The Ironman swim is nearly four kilometres long.
That's a long way.
And while it looks like exactly twice the distance of a 70.3 swim, anyone who's raced long enough knows it doesn't feel like twice the distance.
Fatigue compounds.
Small inefficiencies become major inefficiencies.
Little mistakes become quite expensive.
And if you've never developed the fitness to comfortably cover that distance, the water will expose you.
But let's imagine he CAN swim the distance in the pool.
NOW things get interesting.
Because that means the problem may not be fitness at all.
It may be EFFICIENCY.
One of the most important lessons I've learned in endurance sports is that fitness and efficiency are not the same thing.
And nowhere is that more obvious than in swimming.
You can be incredibly fit and still struggle in the water.
I've heard coaches say something that stuck with me. "The water doesn't care how fit you are."
And it's true.
You can bully your way through a run.
You can overpower mistakes on the bike.
Swimming doesn't negotiate.
If your technique is inefficient, the water collects payment on every single stroke.

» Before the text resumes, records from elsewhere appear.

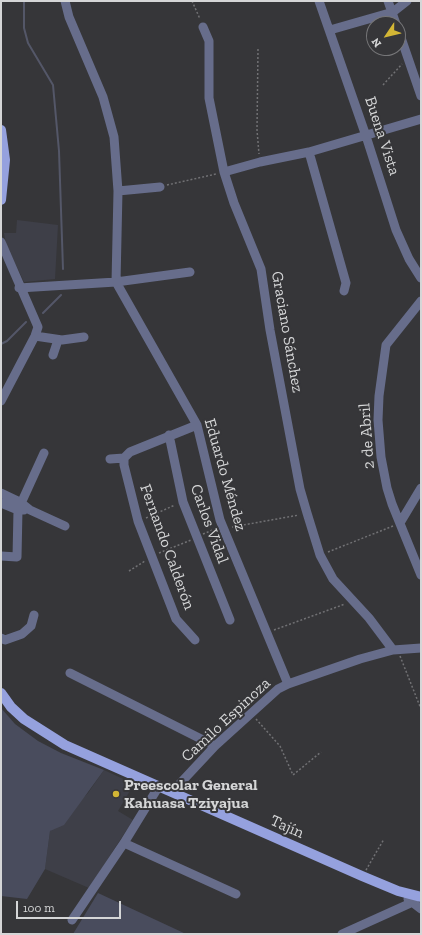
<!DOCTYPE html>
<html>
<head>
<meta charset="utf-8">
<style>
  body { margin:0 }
  #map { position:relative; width:422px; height:935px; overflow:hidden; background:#363639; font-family:"Zilla Slab",serif }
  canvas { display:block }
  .frame { position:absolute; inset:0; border:2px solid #d5d6d7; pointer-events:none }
  .north { position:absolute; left:366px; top:16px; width:40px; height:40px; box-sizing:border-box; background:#363639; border:1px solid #767678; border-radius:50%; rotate:235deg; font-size:11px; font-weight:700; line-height:16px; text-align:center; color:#d5d6d7 }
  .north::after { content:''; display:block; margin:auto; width:14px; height:18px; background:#d3b635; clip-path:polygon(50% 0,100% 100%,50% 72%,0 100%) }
  .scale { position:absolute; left:16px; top:901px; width:105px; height:18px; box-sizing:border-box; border:2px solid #d5d6d7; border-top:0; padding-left:5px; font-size:12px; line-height:14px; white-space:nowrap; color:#d5d6d7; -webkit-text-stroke:3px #363639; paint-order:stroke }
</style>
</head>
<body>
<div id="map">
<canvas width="422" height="935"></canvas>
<div class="frame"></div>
<div class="north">N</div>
<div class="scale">100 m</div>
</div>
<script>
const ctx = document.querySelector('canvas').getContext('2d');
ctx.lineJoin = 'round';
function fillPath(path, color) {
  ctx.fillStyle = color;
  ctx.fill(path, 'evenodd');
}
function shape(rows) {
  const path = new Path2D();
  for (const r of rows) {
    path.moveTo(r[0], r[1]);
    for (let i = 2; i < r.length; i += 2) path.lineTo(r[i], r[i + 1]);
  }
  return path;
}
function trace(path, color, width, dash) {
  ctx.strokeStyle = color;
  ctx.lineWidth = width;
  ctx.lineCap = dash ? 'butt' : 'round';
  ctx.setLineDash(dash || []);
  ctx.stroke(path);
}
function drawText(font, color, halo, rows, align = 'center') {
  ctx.font = font + ' "Zilla Slab",serif';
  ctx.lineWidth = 4;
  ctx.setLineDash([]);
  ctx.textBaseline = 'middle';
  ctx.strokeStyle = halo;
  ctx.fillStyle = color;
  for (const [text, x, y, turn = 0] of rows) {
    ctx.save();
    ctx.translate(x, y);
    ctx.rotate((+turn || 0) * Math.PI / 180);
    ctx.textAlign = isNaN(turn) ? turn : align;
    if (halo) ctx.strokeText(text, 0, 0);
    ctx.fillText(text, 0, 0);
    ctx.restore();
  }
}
const built = shape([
  [17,220,58,225,55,279,24,282,6,244,4,233,16,233],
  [104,770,134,784,118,811,133,820,89,888,45,869,50,831,88,793]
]);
const green = shape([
  [1,708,15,724,38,741,61,753,104,770,64,825,50,831,45,869,27,899,1,896],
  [98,893,186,934,73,934]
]);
const stream = shape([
  [24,1,24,28,28,43,53,85,59,151,63,269],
  [43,313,61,295],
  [1,344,7,341,26,322]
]);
const path = shape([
  [192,1,200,19],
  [258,49,257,130,259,154],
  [383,85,402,64],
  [167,185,216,174],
  [146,518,175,505],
  [232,527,299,515],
  [203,534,215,529],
  [328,552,393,526],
  [159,553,191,540],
  [129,571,145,561],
  [274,630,345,604],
  [400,656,421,709],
  [256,719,280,746,293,775,321,752],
  [366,870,384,839]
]);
const minor = shape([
  [65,1,69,17,103,97,114,137,118,191,116,282,197,425,220,520,288,684],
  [319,1,366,136,396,230,409,259,421,278],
  [388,1,396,24],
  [203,27,209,41,209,98,224,172,234,203,261,269,270,330,300,489,307,513,320,555,333,579,369,618,393,650],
  [398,29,421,96],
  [330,30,393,12,407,1],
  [309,152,346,283,344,291],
  [224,172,260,162,309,152,421,119],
  [118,191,160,187],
  [1,242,38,327,35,336,1,401],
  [19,288,116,282,190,272],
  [421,301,386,345,379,396,378,420,381,457,387,488,392,504,421,575],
  [35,336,62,340,84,337],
  [53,355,58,340],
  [169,435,183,502,230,620],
  [110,459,124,458],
  [1,493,20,502,30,510,65,526],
  [1,503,18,510,24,510],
  [400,523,421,488],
  [1,556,17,557,18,510,44,453],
  [1,638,5,640,22,634,31,626,34,615],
  [195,640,176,619,138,521,124,465,124,458,130,452,197,425],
  [70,673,215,746],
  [172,792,215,746,278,689,288,684,360,659,393,650,421,648],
  [124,843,236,894],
  [408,899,421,909],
  [72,920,124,843,159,786],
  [342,934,413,902]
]);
const major = shape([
  [1,130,5,160,1,200],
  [1,693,11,707,24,719,65,745,362,876,398,891,421,897]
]);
const markers = [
  [116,794,4,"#d3b635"]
];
const streetNames = [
  ["Buena Vista",382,136,72],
  ["Graciano Sánchez",287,332,80],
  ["2 de Abril",367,436,-94],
  ["Eduardo Méndez",225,475,74],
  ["Carlos Vidal",209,524,70],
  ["Fernando Calderón",167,547,70],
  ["Camilo Espinoza",226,720,-43],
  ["Tajín",287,827,24]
];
const poiNames = [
  ["Preescolar General",124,785],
  ["Kahuasa Tziyajua",124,803]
];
fillPath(built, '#3e3f48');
fillPath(green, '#494c5d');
trace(stream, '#545768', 2);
trace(path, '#717174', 1.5, [2, 2]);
trace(minor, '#676d8b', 9);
trace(major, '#95a1de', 10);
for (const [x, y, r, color] of markers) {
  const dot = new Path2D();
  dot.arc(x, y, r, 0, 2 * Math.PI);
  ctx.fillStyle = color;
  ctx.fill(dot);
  trace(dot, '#363639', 1.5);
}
drawText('16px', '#d5d6d7', '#363639', streetNames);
drawText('bold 16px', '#d5d6d7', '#363639', poiNames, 'left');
</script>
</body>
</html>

And those payments add up over nearly four kilometres.
This reminds me of something from my own swimming journey.
I was new to distance swimming when I took up triathlon around 25 years ago. I had a swimming background although not comptetitive and I'd never ever swam 100M straight witout stopping because...why would I? So I self taught myself how to swim. I watched videos and read a few books. I went to the pool 3-4 ays a week and swamd swam and swam until I could cover the race distace of 1500M. My times were slow, around 3:00/100M, maybe a bit faster but not much. And I figured that as I contiued to swim over the years I would naturally get faster.
I was so wrong. I could muscle myself to a 2:30 pace formaybe 1000M but then I was gassed, no way I could cycle after an effort like that. Something was holding me back and I didn't know what, so I enrolled in a Masters swim class at the local pool.
During one of those workouts the coach walked alongside my lane, calling out technical issues with my stroke. He kept yelling "deeper, deeper" and at the end of the class told me that on my breathing side I tended to pull very shallow, my arm didn't go deep in the water so I was effectively swimming with one hand. Over the course of a few evenings I corrected that. Then end of one of the last sessions he pulled me aside an commended me for dropping both arms deeper in the water but he said "Todd, you tend to push down with your hands and only pull towards the back half of your stroke. Remember those high elbow drills (the ones that I did but didnt really make sense to me), we do those to encourgee you to catch the water much earlier in your stroke and to PULL yourself thorugh the water rather than push down so much." Huh. Suddenly, everything made sense and as I pulled raher than pushed, I got my swim time down to 2:00/100M. A massive improvement in minimal time.
What struck me afterward was how obvious those flaws seemed once they were pointed out.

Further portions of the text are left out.